From a personal point of view, I am a very firm believer that the process of giving birth should be natural, where at all possible.

Of course, excluding serious complications, that may arise for some unforeseen emergencies, which would affect the life or health of mothers and their newborns.

The discussion of childbirth and the process of labor involved have changed dramatically over the centuries.

As with the procedure many centuries ago, there was never the technology of the newer procedures of today. Many women died in childbirth in the past, because of many unnecessary circumstances.

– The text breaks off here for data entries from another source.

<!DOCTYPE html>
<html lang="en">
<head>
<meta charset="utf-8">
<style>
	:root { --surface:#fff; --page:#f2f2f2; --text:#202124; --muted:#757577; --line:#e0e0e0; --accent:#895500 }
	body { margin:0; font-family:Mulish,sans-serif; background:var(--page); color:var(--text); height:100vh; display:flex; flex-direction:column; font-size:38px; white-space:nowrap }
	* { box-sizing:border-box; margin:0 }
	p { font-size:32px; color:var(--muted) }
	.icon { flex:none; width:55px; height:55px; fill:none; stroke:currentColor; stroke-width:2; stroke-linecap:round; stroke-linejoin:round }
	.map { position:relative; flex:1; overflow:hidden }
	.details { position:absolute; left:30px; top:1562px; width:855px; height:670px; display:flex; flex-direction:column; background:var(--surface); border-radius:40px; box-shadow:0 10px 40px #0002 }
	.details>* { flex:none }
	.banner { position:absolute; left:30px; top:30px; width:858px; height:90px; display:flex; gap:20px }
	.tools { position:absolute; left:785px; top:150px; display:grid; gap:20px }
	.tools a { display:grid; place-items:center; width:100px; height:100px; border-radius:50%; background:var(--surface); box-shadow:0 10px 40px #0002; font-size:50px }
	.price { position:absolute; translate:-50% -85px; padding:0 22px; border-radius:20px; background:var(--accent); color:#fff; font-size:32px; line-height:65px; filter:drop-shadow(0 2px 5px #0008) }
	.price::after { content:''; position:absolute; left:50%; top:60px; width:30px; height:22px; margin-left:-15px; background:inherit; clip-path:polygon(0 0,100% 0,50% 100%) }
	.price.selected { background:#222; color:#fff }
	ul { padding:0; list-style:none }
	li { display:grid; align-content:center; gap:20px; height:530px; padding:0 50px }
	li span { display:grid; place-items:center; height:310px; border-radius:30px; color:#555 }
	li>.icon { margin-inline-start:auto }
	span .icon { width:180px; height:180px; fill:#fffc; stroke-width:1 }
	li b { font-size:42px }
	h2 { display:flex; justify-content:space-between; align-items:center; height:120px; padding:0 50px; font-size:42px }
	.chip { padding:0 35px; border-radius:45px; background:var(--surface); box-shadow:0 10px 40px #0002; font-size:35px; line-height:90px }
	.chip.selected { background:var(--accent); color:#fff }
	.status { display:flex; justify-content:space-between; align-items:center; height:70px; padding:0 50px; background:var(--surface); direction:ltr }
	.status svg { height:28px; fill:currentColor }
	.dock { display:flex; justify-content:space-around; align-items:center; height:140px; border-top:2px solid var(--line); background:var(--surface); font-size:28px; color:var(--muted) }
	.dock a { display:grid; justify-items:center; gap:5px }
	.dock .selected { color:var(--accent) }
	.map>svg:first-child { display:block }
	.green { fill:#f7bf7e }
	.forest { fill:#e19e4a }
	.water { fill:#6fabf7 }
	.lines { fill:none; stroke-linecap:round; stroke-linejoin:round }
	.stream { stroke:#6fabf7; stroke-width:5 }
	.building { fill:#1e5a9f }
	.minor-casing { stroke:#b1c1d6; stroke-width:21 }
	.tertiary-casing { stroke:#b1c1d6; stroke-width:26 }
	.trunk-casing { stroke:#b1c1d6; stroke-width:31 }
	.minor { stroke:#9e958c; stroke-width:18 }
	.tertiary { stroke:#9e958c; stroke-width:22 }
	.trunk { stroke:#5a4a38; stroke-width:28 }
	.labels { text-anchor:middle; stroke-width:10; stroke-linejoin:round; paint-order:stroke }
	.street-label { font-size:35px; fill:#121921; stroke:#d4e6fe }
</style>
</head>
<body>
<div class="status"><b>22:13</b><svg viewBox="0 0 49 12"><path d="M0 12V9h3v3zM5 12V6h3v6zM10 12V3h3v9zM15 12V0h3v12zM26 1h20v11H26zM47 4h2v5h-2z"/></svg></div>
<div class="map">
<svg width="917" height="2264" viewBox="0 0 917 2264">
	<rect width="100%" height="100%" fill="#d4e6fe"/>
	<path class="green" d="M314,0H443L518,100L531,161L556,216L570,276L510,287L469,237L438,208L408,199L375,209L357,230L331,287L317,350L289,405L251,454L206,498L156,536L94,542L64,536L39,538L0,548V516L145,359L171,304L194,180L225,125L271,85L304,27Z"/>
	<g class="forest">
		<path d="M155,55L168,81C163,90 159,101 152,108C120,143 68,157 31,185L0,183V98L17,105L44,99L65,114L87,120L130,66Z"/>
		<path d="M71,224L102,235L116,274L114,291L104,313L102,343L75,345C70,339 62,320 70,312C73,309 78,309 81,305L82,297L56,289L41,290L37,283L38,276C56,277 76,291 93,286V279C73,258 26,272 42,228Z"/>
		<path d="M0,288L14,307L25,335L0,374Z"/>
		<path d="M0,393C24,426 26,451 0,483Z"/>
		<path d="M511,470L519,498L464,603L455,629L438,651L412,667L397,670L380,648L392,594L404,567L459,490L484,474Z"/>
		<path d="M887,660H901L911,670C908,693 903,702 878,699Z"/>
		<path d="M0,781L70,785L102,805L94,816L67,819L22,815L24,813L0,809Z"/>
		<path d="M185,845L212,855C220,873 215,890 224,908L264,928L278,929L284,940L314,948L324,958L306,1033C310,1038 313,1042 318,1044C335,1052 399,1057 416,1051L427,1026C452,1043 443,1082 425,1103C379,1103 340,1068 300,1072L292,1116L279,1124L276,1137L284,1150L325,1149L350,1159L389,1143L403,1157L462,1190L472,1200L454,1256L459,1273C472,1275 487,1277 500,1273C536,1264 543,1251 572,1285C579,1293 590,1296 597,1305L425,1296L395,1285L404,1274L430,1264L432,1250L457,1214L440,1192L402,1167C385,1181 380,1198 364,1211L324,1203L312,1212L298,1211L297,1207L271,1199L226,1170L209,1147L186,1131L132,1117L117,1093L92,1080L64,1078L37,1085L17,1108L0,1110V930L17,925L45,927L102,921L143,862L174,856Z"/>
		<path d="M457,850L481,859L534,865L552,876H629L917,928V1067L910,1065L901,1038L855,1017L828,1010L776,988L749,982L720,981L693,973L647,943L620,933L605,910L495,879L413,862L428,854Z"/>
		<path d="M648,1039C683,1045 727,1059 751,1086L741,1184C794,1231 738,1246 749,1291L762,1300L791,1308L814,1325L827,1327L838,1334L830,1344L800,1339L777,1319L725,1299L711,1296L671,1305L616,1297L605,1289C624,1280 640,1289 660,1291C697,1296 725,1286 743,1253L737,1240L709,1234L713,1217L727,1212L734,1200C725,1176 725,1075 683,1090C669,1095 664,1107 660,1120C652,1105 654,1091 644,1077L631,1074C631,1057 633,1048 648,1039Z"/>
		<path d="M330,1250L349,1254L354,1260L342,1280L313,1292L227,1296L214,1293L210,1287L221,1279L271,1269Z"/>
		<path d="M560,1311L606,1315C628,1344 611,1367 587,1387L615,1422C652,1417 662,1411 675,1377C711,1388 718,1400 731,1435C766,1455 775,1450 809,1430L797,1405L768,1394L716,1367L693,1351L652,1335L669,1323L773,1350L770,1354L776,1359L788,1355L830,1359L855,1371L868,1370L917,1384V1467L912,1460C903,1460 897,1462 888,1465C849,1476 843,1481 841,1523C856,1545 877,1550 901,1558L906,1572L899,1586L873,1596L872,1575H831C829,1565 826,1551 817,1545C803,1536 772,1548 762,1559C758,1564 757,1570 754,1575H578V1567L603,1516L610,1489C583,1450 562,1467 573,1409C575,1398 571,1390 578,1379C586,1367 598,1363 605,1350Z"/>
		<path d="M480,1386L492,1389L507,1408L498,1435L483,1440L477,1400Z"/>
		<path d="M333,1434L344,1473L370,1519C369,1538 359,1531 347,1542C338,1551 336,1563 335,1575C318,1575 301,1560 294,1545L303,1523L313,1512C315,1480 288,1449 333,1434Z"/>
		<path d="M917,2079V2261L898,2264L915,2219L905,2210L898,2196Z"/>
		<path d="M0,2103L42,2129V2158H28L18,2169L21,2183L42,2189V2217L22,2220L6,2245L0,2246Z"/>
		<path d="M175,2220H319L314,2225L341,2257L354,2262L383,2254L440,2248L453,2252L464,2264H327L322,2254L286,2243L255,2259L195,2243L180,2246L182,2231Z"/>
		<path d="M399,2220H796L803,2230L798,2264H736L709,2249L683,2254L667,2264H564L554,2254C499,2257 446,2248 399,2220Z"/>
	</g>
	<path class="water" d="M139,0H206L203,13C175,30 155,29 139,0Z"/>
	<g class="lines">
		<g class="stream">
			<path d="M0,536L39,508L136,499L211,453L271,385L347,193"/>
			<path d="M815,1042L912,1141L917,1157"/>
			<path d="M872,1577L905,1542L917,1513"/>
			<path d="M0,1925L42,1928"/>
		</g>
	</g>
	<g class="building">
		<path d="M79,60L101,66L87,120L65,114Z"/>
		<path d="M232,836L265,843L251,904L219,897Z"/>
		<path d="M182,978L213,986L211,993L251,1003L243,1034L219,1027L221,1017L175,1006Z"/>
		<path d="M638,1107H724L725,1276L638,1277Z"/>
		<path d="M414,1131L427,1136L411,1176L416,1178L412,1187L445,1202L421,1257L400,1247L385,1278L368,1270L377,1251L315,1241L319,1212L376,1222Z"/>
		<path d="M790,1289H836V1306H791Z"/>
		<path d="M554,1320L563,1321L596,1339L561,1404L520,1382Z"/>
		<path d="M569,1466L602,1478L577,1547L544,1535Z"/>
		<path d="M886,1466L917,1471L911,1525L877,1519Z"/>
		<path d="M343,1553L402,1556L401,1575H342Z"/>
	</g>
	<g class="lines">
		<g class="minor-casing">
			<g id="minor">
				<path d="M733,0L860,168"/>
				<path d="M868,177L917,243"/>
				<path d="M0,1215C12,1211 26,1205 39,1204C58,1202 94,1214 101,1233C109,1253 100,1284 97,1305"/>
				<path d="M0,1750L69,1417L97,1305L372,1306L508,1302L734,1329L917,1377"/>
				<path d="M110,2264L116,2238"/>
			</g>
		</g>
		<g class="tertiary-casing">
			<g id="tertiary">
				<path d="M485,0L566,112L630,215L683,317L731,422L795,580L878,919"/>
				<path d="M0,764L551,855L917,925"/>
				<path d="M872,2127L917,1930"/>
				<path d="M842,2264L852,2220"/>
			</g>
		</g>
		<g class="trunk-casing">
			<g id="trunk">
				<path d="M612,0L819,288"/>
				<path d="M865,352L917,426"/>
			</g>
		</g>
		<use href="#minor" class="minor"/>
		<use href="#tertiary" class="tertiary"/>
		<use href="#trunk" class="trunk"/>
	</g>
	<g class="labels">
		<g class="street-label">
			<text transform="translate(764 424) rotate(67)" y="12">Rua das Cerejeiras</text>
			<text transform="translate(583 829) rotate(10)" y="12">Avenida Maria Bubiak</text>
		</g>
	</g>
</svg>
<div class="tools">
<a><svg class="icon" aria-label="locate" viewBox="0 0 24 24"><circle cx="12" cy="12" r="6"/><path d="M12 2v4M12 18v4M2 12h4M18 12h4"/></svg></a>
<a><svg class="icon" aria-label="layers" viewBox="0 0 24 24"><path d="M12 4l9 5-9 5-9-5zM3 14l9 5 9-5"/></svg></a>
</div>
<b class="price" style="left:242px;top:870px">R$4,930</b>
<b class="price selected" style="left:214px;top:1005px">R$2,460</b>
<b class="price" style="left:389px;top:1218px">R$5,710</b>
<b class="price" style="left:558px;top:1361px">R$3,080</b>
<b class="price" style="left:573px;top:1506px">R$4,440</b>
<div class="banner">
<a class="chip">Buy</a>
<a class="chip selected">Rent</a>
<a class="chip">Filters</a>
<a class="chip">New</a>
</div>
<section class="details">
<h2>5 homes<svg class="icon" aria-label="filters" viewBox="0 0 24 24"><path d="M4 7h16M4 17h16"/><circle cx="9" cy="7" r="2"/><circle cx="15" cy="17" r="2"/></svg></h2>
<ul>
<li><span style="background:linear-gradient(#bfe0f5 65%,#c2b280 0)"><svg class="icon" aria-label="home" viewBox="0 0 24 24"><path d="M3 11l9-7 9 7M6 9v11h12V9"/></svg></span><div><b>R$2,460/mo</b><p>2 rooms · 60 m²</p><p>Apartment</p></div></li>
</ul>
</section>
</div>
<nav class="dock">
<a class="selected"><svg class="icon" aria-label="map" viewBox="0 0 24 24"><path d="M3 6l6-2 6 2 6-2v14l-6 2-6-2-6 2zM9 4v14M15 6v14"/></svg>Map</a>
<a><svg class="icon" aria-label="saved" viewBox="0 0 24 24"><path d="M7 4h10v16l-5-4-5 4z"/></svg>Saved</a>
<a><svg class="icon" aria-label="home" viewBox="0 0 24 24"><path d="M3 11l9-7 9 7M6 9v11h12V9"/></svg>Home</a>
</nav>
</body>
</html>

Today, with advanced practices in childbirth most circumstances are avoidable.

Some of the procedures available should be avoided, unless essential. The procedure of having an epidural can be a dangerous decision. Mothers in labor need to be fully aware of the process and exactly what is involved.

Commonly known practices with labour today include epidural, and cesarean sections.

Epidural is the practice of a local anesthetic given in a precise section of the spine to create numbness in the area; of pain which is involved in the process of giving birth.

It is a specialised procedure which must be administered to exaction. Any slip up in the administering can cause paralyzing in the mother.

Through out time, all women have had to bear the pain of childbirth, and have survived. Why, today the necessity for some to believe that other procedures are required is beyond me.

It is perfectly natural to have pain and the only reason I would recommend an epidural would be in cases where the distress on the child was affected and the mother in any danger for her health or life.

As with epidural and even cesarean sections should only be considered in cases, which require them for medical intervention, and not be selection of choice.

Natural birthing is the greatest life changing experience and the ability to leave the hospital feeling healthy and sooner rather than later is great.

Having an epidural or a natural childbirth is a purely personal decision according to circumstances surrounding the birth of a child.